* Work to be completed *
Reproduce, word for word, the lines in the material below starting with the one that has "Instruction: Build a" and going on through the one that has "Map reading. Read". Leave out all pictures.

* Data *
§ §
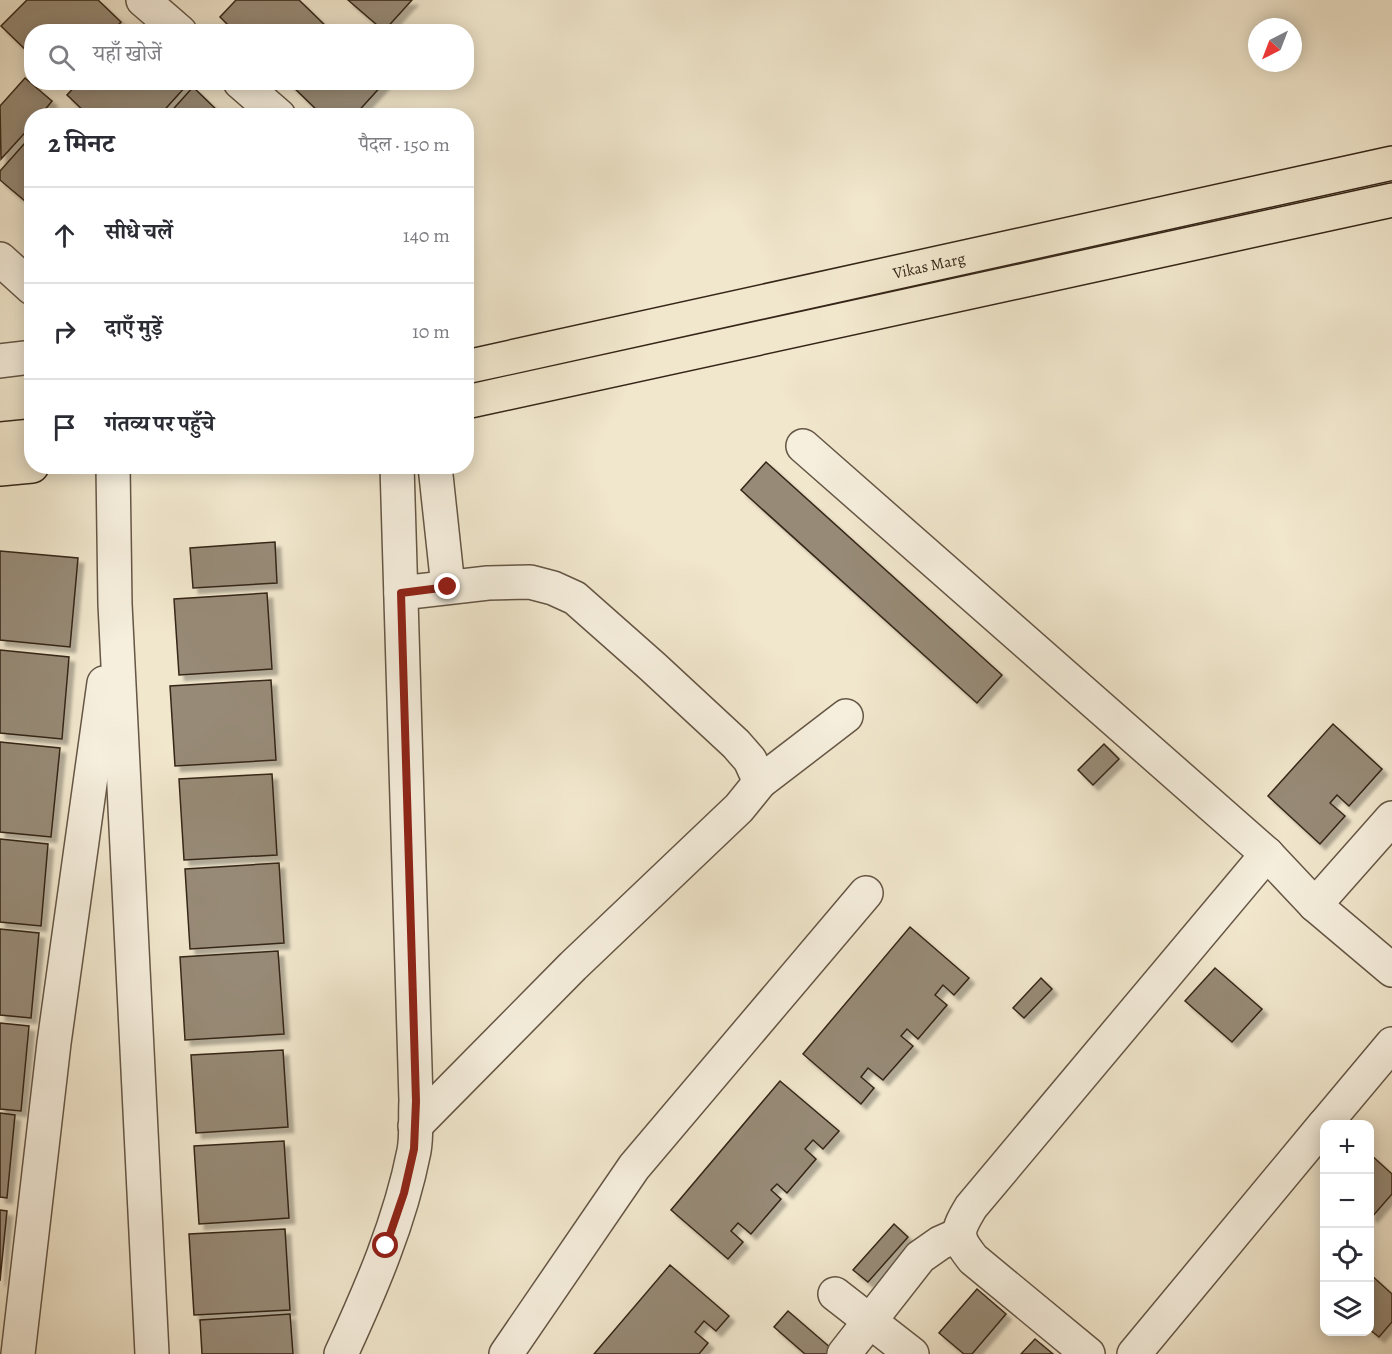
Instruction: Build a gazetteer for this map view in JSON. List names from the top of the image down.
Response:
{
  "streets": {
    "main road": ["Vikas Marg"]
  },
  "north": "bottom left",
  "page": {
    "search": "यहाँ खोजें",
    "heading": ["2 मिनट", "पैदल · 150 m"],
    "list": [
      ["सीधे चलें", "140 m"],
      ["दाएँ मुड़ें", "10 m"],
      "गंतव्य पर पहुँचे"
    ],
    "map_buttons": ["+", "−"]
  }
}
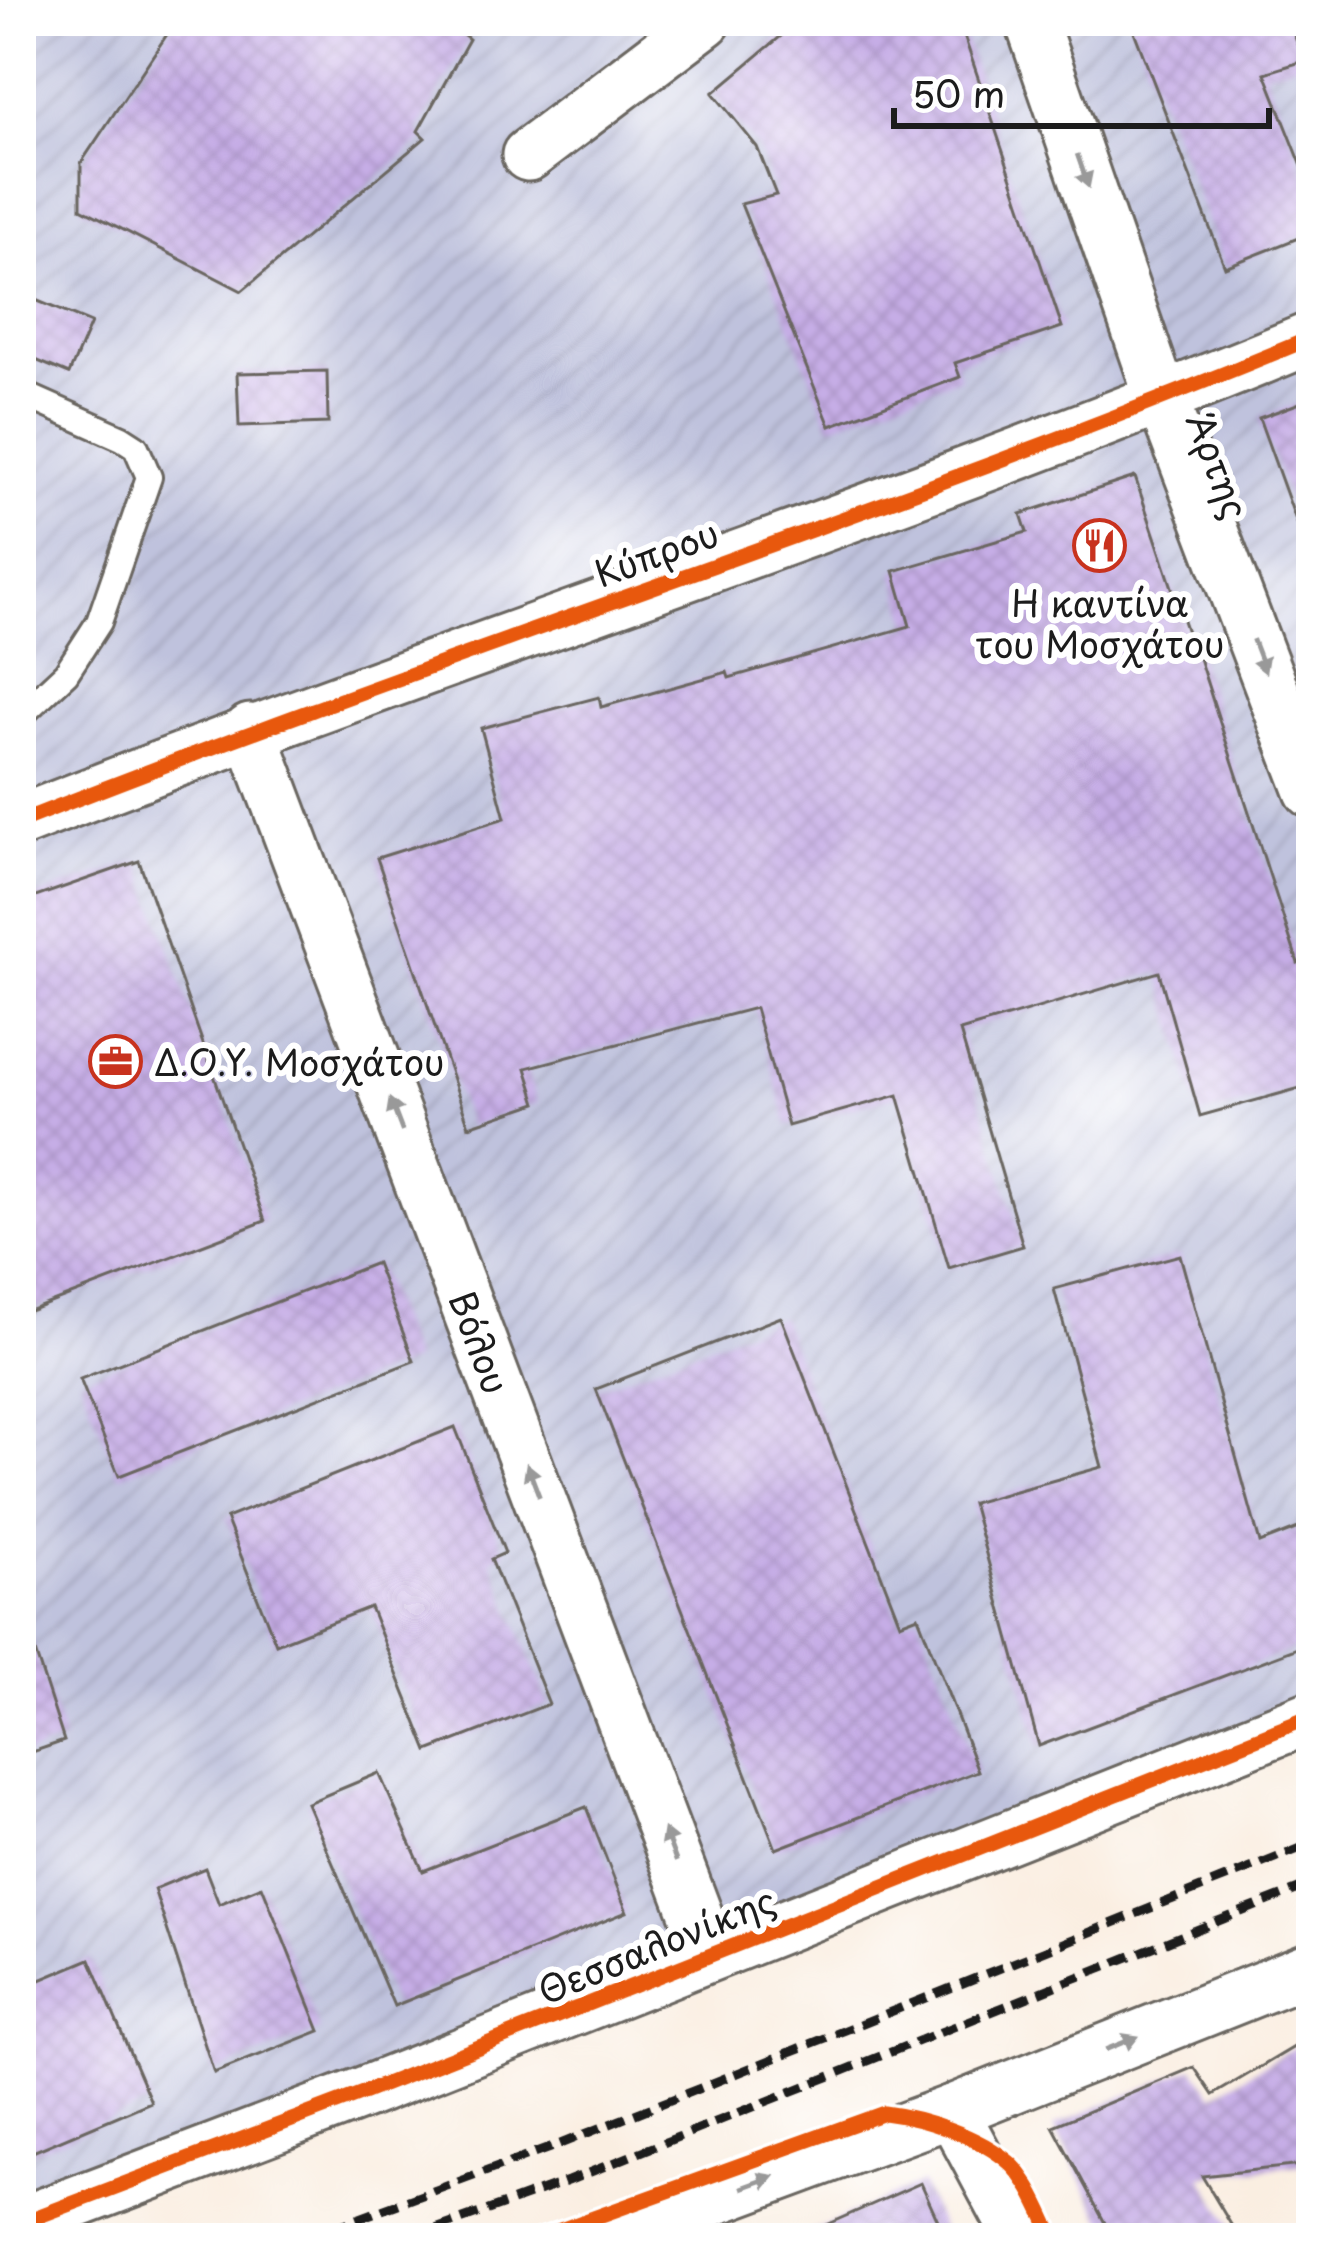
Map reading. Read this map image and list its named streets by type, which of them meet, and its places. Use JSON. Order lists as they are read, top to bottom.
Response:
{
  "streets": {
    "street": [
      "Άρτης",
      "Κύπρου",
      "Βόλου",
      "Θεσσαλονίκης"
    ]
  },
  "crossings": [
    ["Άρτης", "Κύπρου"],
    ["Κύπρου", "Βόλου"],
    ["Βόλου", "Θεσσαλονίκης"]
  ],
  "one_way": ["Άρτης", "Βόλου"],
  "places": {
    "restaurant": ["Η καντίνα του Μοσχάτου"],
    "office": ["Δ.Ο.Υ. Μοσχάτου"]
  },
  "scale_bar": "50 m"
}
§ §
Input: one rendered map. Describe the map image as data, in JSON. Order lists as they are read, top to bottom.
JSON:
§ §
* Solution below *
Instruction: Build a gazetteer for this map view in JSON. List names from the top of the image down.
Response:
{
  "streets": {
    "main road": ["Vikas Marg"]
  },
  "north": "bottom left",
  "page": {
    "search": "यहाँ खोजें",
    "heading": ["2 मिनट", "पैदल · 150 m"],
    "list": [
      ["सीधे चलें", "140 m"],
      ["दाएँ मुड़ें", "10 m"],
      "गंतव्य पर पहुँचे"
    ],
    "map_buttons": ["+", "−"]
  }
}
Map reading. Read this map image and list its named streets by type, which of them meet, and its places. Use JSON. Order lists as they are read, top to bottom.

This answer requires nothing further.